* [Task objective]: Every record, from first to last, should be retyped word for word.

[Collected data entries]
____________________
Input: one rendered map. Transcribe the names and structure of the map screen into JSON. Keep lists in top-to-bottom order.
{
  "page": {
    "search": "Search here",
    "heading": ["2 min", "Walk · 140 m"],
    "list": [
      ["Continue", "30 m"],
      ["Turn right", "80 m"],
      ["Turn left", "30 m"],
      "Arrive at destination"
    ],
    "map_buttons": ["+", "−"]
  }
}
____________________
* [Response]:
Input: one rendered map. Transcribe the names and structure of the map screen into JSON. Keep lists in top-to-bottom order.
{
  "page": {
    "search": "Search here",
    "heading": ["2 min", "Walk · 140 m"],
    "list": [
      ["Continue", "30 m"],
      ["Turn right", "80 m"],
      ["Turn left", "30 m"],
      "Arrive at destination"
    ],
    "map_buttons": ["+", "−"]
  }
}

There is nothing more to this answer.